• _Work instruction_
Write out the data word for word and omit every picture.

── Supplied material

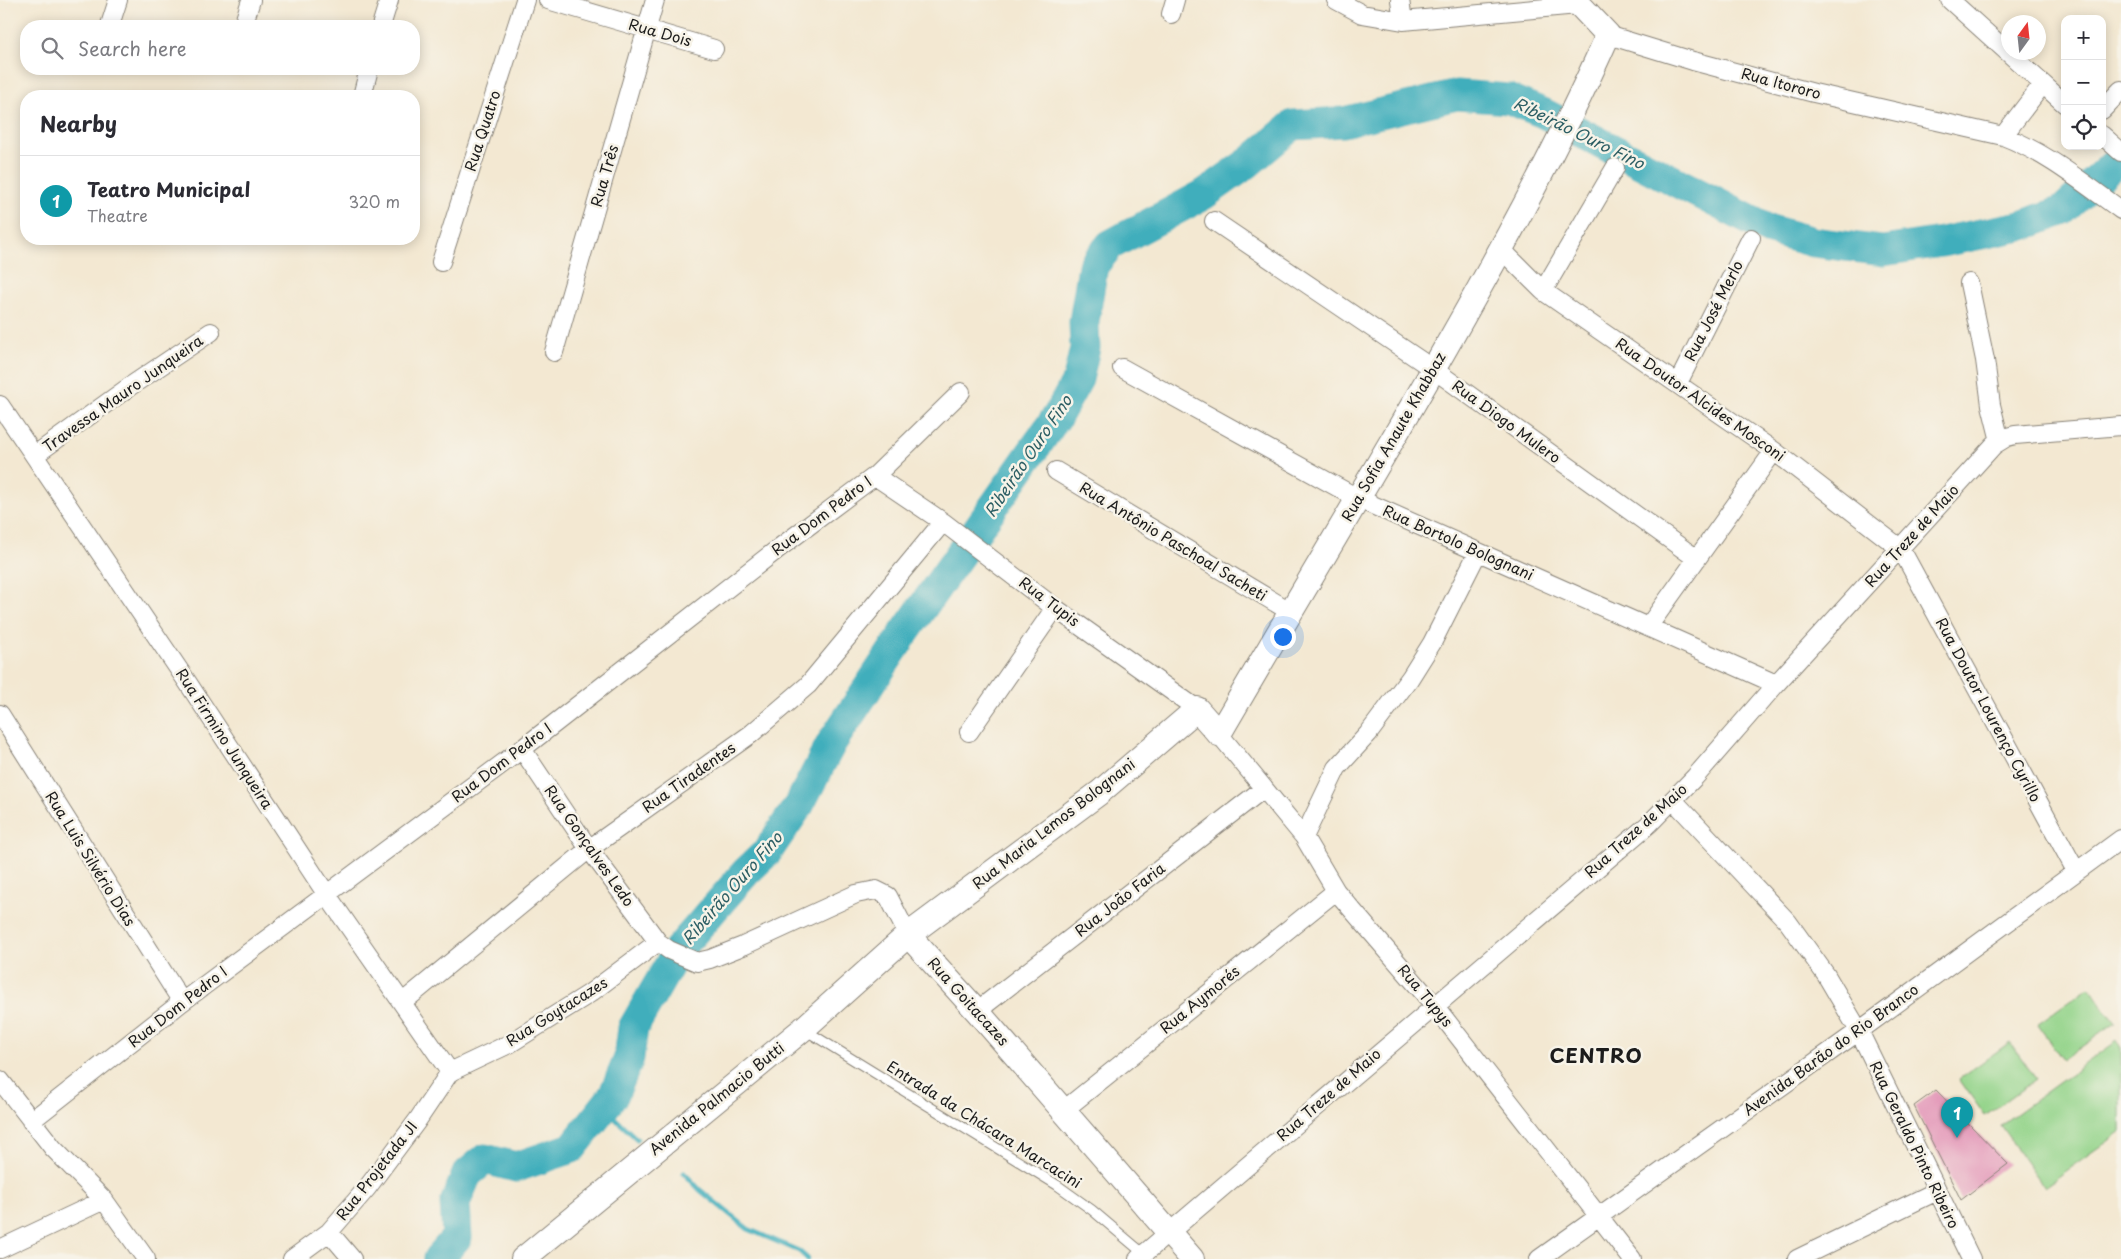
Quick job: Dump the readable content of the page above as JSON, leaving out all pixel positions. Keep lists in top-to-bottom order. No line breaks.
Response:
{"streets":{"street":["Rua Dois","Rua Itororo","Rua Quatro","Rua Três","Rua José Merlo","Travessa Mauro Junqueira","Rua Doutor Alcides Mosconi","Rua Diogo Mulero","Rua Sofia Anaute Khabbaz","Rua Dom Pedro I","Rua Treze de Maio","Rua Antônio Paschoal Sacheti","Rua Bortolo Bolognani","Rua Tupis","Rua Doutor Lourenço Cyrillo","Rua Firmino Junqueira","Rua Tiradentes","Rua Maria Lemos Bolognani","Rua Gonçalves Ledo","Rua Luis Silvério Dias","Rua João Faria","Rua Tupys","Rua Aymorés","Rua Goitacazes","Rua Goytacazes","Avenida Barão do Rio Branco","Avenida Palmacio Butti","Rua Geraldo Pinto Ribeiro","Rua Projetada JI"],"lane":["Entrada da Chácara Marcacini"]},"crossings":[["Rua Dois","Rua Três"],["Rua Itororo","Rua Sofia Anaute Khabbaz"],["Rua José Merlo","Rua Doutor Alcides Mosconi"],["Travessa Mauro Junqueira","Rua Firmino Junqueira"],["Rua Doutor Alcides Mosconi","Rua Sofia Anaute Khabbaz"],["Rua Doutor Alcides Mosconi","Rua Treze de Maio"],["Rua Doutor Alcides Mosconi","Rua Doutor Lourenço Cyrillo"],["Rua Diogo Mulero","Rua Sofia Anaute Khabbaz"],["Rua Sofia Anaute Khabbaz","Rua Antônio Paschoal Sacheti"],["Rua Sofia Anaute Khabbaz","Rua Bortolo Bolognani"],["Rua Sofia Anaute Khabbaz","Rua Tupis"],["Rua Sofia Anaute Khabbaz","Rua Tupys"],["Rua Dom Pedro I","Rua Tupis"],["Rua Dom Pedro I","Rua Firmino Junqueira"],["Rua Dom Pedro I","Rua Gonçalves Ledo"],["Rua Dom Pedro I","Rua Luis Silvério Dias"],["Rua Treze de Maio","Rua Bortolo Bolognani"],["Rua Treze de Maio","Rua Doutor Lourenço Cyrillo"],["Rua Treze de Maio","Rua Tupys"],["Rua Treze de Maio","Rua Goitacazes"],["Rua Treze de Maio","Entrada da Chácara Marcacini"],["Rua Treze de Maio","Rua Geraldo Pinto Ribeiro"],["Rua Tupis","Rua Tiradentes"],["Rua Tupis","Rua Maria Lemos Bolognani"],["Rua Tupis","Rua Tupys"],["Rua Doutor Lourenço Cyrillo","Avenida Barão do Rio Branco"],["Rua Firmino Junqueira","Rua Tiradentes"],["Rua Firmino Junqueira","Rua Goytacazes"],["Rua Firmino Junqueira","Rua Projetada JI"],["Rua Tiradentes","Rua Gonçalves Ledo"],["Rua Maria Lemos Bolognani","Rua Goitacazes"],["Rua Maria Lemos Bolognani","Avenida Palmacio Butti"],["Rua Gonçalves Ledo","Rua Goitacazes"],["Rua Gonçalves Ledo","Rua Goytacazes"],["Rua João Faria","Rua Tupys"],["Rua João Faria","Rua Goitacazes"],["Rua Tupys","Rua Aymorés"],["Rua Tupys","Avenida Barão do Rio Branco"],["Rua Aymorés","Rua Goitacazes"],["Rua Goitacazes","Rua Goytacazes"],["Rua Goitacazes","Avenida Palmacio Butti"],["Rua Goytacazes","Rua Projetada JI"],["Avenida Barão do Rio Branco","Rua Geraldo Pinto Ribeiro"],["Avenida Palmacio Butti","Entrada da Chácara Marcacini"]],"districts":["CENTRO"],"water":["Ribeirão Ouro Fino"],"north":"top","page":{"map_buttons":["+","−"],"search":"Search here","heading":"Nearby","list":[{"mark":"1","name":"Teatro Municipal","note":"Theatre","value":"320 m"}],"pins":"1"}}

────

• _Written answer_
Quick job: Dump the readable content of the page above as JSON, leaving out all pixel positions. Keep lists in top-to-bottom order. No line breaks.
Response:
{"streets":{"street":["Rua Dois","Rua Itororo","Rua Quatro","Rua Três","Rua José Merlo","Travessa Mauro Junqueira","Rua Doutor Alcides Mosconi","Rua Diogo Mulero","Rua Sofia Anaute Khabbaz","Rua Dom Pedro I","Rua Treze de Maio","Rua Antônio Paschoal Sacheti","Rua Bortolo Bolognani","Rua Tupis","Rua Doutor Lourenço Cyrillo","Rua Firmino Junqueira","Rua Tiradentes","Rua Maria Lemos Bolognani","Rua Gonçalves Ledo","Rua Luis Silvério Dias","Rua João Faria","Rua Tupys","Rua Aymorés","Rua Goitacazes","Rua Goytacazes","Avenida Barão do Rio Branco","Avenida Palmacio Butti","Rua Geraldo Pinto Ribeiro","Rua Projetada JI"],"lane":["Entrada da Chácara Marcacini"]},"crossings":[["Rua Dois","Rua Três"],["Rua Itororo","Rua Sofia Anaute Khabbaz"],["Rua José Merlo","Rua Doutor Alcides Mosconi"],["Travessa Mauro Junqueira","Rua Firmino Junqueira"],["Rua Doutor Alcides Mosconi","Rua Sofia Anaute Khabbaz"],["Rua Doutor Alcides Mosconi","Rua Treze de Maio"],["Rua Doutor Alcides Mosconi","Rua Doutor Lourenço Cyrillo"],["Rua Diogo Mulero","Rua Sofia Anaute Khabbaz"],["Rua Sofia Anaute Khabbaz","Rua Antônio Paschoal Sacheti"],["Rua Sofia Anaute Khabbaz","Rua Bortolo Bolognani"],["Rua Sofia Anaute Khabbaz","Rua Tupis"],["Rua Sofia Anaute Khabbaz","Rua Tupys"],["Rua Dom Pedro I","Rua Tupis"],["Rua Dom Pedro I","Rua Firmino Junqueira"],["Rua Dom Pedro I","Rua Gonçalves Ledo"],["Rua Dom Pedro I","Rua Luis Silvério Dias"],["Rua Treze de Maio","Rua Bortolo Bolognani"],["Rua Treze de Maio","Rua Doutor Lourenço Cyrillo"],["Rua Treze de Maio","Rua Tupys"],["Rua Treze de Maio","Rua Goitacazes"],["Rua Treze de Maio","Entrada da Chácara Marcacini"],["Rua Treze de Maio","Rua Geraldo Pinto Ribeiro"],["Rua Tupis","Rua Tiradentes"],["Rua Tupis","Rua Maria Lemos Bolognani"],["Rua Tupis","Rua Tupys"],["Rua Doutor Lourenço Cyrillo","Avenida Barão do Rio Branco"],["Rua Firmino Junqueira","Rua Tiradentes"],["Rua Firmino Junqueira","Rua Goytacazes"],["Rua Firmino Junqueira","Rua Projetada JI"],["Rua Tiradentes","Rua Gonçalves Ledo"],["Rua Maria Lemos Bolognani","Rua Goitacazes"],["Rua Maria Lemos Bolognani","Avenida Palmacio Butti"],["Rua Gonçalves Ledo","Rua Goitacazes"],["Rua Gonçalves Ledo","Rua Goytacazes"],["Rua João Faria","Rua Tupys"],["Rua João Faria","Rua Goitacazes"],["Rua Tupys","Rua Aymorés"],["Rua Tupys","Avenida Barão do Rio Branco"],["Rua Aymorés","Rua Goitacazes"],["Rua Goitacazes","Rua Goytacazes"],["Rua Goitacazes","Avenida Palmacio Butti"],["Rua Goytacazes","Rua Projetada JI"],["Avenida Barão do Rio Branco","Rua Geraldo Pinto Ribeiro"],["Avenida Palmacio Butti","Entrada da Chácara Marcacini"]],"districts":["CENTRO"],"water":["Ribeirão Ouro Fino"],"north":"top","page":{"map_buttons":["+","−"],"search":"Search here","heading":"Nearby","list":[{"mark":"1","name":"Teatro Municipal","note":"Theatre","value":"320 m"}],"pins":"1"}}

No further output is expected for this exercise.